**Task instructions**: Find the line containing "translate:-50% -50%; white-space:nowrap;" in the entries below. Restate it and each line after it, word for word, up to and including the line containing "translate:-100% -50%; text-align:right".

**Stored data entries**:
== Segment start ==
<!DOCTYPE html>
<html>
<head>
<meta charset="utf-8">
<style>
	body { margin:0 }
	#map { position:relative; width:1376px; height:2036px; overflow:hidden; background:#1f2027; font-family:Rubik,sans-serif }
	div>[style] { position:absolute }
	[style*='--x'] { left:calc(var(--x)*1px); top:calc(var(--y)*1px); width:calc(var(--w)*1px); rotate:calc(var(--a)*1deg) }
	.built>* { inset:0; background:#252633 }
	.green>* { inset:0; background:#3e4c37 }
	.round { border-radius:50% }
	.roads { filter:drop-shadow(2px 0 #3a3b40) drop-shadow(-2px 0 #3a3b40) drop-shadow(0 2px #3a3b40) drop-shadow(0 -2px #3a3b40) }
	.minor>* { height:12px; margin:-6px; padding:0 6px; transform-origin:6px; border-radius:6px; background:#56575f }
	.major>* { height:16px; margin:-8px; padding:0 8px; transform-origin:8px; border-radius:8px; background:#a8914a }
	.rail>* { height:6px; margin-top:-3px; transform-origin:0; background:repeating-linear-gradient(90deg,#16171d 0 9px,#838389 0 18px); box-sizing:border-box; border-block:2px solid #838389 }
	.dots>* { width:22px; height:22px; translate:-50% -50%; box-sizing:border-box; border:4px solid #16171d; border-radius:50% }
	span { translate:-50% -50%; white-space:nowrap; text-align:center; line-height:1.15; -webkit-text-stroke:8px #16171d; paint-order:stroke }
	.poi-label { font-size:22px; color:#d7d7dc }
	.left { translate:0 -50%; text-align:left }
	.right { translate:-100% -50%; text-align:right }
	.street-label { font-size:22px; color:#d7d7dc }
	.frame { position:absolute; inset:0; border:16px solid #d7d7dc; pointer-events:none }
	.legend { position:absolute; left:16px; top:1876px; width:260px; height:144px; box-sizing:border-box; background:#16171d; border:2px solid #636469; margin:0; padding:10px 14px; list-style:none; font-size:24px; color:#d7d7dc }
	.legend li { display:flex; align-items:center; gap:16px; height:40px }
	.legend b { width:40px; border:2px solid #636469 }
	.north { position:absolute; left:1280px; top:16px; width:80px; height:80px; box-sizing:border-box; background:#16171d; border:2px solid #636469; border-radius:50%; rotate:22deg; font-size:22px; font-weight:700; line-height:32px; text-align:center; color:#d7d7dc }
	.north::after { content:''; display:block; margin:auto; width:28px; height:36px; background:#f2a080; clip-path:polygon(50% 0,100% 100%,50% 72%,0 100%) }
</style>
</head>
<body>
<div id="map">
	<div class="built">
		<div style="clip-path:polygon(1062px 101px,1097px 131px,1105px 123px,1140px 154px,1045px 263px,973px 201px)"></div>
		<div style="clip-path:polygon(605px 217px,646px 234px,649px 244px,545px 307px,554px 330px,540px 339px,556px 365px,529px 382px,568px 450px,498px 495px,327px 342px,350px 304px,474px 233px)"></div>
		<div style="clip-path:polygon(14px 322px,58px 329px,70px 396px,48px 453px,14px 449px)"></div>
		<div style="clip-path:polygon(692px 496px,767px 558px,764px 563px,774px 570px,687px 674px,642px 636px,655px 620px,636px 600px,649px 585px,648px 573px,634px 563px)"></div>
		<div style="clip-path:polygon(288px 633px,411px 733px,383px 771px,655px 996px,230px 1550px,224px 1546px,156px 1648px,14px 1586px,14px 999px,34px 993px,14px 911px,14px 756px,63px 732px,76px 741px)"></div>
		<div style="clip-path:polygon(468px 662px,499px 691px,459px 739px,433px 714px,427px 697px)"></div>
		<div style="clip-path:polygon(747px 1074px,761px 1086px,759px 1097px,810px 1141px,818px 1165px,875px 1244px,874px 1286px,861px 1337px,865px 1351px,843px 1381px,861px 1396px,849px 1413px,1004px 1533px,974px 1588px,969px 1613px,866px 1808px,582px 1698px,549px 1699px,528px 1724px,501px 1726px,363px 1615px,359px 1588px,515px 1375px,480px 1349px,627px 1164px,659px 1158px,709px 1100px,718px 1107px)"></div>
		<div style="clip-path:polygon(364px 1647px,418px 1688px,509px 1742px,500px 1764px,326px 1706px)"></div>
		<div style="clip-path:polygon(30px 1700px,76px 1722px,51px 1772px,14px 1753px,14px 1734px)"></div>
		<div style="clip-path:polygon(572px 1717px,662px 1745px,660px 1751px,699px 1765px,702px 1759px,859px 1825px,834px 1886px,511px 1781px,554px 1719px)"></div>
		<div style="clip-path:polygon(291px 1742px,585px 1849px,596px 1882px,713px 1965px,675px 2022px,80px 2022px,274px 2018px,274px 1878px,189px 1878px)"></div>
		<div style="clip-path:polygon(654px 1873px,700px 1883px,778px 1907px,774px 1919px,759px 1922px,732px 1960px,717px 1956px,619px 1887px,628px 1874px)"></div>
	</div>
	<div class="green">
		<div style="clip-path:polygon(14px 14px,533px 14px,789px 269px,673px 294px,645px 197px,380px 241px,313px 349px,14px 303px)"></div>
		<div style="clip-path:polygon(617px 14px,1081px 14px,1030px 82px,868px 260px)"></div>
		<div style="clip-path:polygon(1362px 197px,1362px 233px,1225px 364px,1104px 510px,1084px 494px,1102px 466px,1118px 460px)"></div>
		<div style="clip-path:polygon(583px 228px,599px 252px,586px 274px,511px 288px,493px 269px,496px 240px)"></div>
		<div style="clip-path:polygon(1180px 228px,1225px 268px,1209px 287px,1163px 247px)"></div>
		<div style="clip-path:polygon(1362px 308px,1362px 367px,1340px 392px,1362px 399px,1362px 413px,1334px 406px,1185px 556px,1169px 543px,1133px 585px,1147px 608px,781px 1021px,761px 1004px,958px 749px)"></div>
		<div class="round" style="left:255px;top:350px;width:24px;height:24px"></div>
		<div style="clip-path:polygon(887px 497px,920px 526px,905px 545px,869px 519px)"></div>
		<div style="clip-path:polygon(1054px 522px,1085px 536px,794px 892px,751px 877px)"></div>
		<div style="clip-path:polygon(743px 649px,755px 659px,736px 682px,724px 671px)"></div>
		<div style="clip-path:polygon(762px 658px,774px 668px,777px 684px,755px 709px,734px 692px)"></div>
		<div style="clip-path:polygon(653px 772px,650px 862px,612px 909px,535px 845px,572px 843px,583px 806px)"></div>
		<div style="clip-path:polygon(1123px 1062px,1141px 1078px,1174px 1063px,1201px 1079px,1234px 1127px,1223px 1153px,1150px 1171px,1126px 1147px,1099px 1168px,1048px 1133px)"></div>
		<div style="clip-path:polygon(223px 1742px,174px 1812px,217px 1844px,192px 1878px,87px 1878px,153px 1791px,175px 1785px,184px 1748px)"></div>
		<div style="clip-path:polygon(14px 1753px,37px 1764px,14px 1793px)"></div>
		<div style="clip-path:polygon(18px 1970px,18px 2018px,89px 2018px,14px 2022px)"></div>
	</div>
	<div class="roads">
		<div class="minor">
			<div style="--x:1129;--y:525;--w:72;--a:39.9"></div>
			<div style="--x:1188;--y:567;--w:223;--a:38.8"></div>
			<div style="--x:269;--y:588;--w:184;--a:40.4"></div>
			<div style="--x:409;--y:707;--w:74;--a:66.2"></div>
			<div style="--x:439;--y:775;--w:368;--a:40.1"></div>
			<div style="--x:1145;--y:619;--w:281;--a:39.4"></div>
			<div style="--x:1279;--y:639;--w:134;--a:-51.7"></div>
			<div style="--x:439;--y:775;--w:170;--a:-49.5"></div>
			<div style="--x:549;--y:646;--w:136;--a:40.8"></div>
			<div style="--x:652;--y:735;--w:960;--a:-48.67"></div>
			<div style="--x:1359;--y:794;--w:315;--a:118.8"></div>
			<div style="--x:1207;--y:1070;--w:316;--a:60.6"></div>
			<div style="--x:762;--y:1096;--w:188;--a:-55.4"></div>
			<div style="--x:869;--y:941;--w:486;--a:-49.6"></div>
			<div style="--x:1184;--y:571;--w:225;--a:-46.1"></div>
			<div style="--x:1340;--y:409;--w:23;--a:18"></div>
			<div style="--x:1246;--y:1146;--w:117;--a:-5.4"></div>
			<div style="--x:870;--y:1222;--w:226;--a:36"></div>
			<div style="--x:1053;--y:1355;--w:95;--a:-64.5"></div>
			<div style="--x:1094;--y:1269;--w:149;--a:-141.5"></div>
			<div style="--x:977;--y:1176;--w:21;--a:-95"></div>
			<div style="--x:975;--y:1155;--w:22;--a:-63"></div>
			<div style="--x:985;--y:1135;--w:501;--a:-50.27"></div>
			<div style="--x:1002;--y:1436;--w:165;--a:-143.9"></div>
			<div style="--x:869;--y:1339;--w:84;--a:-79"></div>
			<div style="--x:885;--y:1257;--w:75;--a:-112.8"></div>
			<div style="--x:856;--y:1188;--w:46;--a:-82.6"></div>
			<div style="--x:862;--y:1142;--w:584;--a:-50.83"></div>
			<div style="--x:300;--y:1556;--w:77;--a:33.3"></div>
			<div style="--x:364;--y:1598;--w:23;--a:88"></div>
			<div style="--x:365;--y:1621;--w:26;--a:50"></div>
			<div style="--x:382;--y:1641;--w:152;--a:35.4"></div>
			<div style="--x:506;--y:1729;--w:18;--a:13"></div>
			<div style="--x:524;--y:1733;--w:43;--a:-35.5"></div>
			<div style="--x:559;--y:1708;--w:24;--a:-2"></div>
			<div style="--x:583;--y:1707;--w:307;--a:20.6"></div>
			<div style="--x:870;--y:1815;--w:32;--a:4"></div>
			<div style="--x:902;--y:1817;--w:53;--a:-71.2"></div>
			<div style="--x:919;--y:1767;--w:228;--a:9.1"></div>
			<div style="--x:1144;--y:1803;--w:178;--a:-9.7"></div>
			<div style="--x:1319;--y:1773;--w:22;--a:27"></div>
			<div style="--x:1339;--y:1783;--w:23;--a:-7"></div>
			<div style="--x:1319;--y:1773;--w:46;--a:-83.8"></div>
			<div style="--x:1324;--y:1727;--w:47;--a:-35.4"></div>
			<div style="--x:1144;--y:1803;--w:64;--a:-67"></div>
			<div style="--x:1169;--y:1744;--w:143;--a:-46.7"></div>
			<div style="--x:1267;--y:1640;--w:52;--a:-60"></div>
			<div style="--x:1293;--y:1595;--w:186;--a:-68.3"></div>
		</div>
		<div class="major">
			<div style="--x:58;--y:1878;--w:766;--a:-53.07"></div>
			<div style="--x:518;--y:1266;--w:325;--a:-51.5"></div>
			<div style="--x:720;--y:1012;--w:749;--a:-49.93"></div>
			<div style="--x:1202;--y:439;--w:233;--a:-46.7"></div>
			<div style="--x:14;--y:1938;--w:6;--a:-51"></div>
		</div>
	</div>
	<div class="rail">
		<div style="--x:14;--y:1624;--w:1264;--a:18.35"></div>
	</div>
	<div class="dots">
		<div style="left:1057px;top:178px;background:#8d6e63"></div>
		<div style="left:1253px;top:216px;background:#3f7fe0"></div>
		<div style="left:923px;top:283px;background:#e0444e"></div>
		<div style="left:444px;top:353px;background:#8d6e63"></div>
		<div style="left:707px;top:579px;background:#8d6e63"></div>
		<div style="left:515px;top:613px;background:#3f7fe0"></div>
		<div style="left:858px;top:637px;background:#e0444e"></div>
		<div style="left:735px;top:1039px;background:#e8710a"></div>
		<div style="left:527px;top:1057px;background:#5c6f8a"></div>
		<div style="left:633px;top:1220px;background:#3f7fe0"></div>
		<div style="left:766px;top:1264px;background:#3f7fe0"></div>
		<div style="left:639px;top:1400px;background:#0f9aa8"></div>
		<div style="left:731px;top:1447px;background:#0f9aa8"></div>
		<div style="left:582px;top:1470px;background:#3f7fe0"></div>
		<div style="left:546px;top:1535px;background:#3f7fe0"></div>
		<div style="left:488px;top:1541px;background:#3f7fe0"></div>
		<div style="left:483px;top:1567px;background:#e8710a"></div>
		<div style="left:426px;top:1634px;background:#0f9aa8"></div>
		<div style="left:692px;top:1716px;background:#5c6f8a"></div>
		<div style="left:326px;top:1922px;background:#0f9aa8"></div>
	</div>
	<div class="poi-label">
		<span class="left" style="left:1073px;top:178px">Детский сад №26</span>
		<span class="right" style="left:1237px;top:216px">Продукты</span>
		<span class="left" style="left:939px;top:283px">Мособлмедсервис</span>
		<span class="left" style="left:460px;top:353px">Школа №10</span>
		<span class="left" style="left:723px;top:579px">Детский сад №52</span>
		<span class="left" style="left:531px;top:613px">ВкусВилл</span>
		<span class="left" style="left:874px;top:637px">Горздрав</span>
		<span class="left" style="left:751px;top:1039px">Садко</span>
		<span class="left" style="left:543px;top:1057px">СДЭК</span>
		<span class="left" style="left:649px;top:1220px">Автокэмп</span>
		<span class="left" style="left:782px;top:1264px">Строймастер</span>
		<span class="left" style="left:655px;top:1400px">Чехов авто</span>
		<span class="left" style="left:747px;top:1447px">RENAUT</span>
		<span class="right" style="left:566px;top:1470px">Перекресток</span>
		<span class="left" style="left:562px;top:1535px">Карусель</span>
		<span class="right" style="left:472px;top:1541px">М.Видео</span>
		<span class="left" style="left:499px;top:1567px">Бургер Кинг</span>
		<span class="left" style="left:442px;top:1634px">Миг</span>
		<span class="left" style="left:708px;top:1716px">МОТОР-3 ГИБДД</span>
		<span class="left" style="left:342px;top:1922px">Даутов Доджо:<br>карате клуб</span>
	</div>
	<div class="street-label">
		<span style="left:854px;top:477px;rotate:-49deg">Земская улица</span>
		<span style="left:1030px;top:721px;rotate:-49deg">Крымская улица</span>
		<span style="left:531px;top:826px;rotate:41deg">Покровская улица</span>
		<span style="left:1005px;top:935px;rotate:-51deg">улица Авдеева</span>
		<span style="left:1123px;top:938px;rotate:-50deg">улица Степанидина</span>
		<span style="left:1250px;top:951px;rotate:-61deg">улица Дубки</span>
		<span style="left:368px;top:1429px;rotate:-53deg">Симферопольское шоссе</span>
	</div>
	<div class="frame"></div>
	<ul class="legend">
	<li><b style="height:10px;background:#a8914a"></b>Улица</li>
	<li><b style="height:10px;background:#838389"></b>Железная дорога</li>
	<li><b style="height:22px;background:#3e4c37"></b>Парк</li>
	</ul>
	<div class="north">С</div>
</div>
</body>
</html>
== Segment end ==
**Answer box**:
	span { translate:-50% -50%; white-space:nowrap; text-align:center; line-height:1.15; -webkit-text-stroke:8px #16171d; paint-order:stroke }
	.poi-label { font-size:22px; color:#d7d7dc }
	.left { translate:0 -50%; text-align:left }
	.right { translate:-100% -50%; text-align:right }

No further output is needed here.